Beautiful San Diego, beautiful beaches, exhilarating sunshine and beautiful people. In fact, the quest for youthfulness and beauty has continued to ascend the ladder of priority in Southern California. A twenty-two year old opts for a breast augmentation rather than making a down payment on a car. A sixty-seven year old saves her social security checks for a facelift. A forty-eight year old male from La Jolla opts to have liposuction in preparation for his thirtieth high school reunion.
With over one hundred plastic surgeons in San Diego and almost as many dentists and doctors who call themselves “cosmetic surgeons”, where do you turn for plastic surgery? How do you decide whether your dentist is qualified to do a blepharoplasty, or your dermatologist is competent to do your facelift or liposuction, or the ENT (ear, nose & throat) is qualified to do a breast augmentation?
Well, if you’re like most patients seeking plastic surgery, you spend more time shopping for a pair of shoes than your surgeon (An actual statistic). An ill-fitting pair of shoes can be returned to Nordstrom; a procedure gone wrong by choosing an unqualified physician can impact the rest of your life!
A Board certified plastic surgeon spends a minimum of six years of intensive surgical training followed by comprehensive written and oral exams prior to embarking into practice. Some of us pursue additional subspecialized training. For example, my surgical training lasted almost nine years. My mentors were recognized national and international experts in plastic surgery and have dedicated a significant part of their life advancing this art.
Yet, there are physicians who claim to be cosmetic surgeons after a weekend course – or have had no formal surgical training (dermatology, for example, has traditionally been considered a medical specialty – not a surgical specialty).

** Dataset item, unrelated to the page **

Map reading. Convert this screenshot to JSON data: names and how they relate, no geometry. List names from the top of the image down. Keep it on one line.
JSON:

They have given rise to official sounding “societies” such as the American Society of Cosmetic Surgery whose name mimics the American Society of Plastic Surgeons (ASPS) but pales in comparison to its ethical and stringent standards.

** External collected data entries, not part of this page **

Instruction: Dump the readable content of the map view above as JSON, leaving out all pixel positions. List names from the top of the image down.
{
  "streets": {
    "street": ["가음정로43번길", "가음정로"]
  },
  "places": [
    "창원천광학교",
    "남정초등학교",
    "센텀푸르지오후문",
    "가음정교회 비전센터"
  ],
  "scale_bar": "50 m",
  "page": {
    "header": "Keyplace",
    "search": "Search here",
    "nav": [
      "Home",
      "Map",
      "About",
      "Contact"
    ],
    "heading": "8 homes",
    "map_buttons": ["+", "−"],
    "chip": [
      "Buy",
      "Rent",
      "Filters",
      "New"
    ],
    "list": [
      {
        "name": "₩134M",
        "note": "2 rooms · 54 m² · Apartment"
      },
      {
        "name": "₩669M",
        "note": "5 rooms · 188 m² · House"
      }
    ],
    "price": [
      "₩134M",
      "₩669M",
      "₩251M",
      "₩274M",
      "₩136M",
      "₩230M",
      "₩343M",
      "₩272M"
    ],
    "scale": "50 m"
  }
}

They have taken the term “plastic surgery” and twisted it into various forms until it has become mutated. They have come up with catchy procedure names (an ENT surgeon whose technique of doing breast augmentation is named after a musical instrument or a dermatologist promoting their “weekend facelift”). They have effectively duped the public by riding on the coat tails of plastic surgeons and contaminated this previously pure art form. This fact hit home when one of my patients, who is in the TV media business. She asked me if I was both a plastic surgeon and a cosmetic surgeon. Being grouped with these non-surgically trained “cosmetic surgeons” was really interesting to me.
Be vigilant! The American Board of Plastic Surgery is the only board recognized by the American Board of Medical Specialties (ABMS) as providing comprehensive care in plastic surgery. Ask your physician two simple questions:
-Are you certified by the American Board of Plastic Surgery?
-Are you qualified to perform these procedures at the hospital?
And if you have the time, ask how many years of formal surgical training they have completed.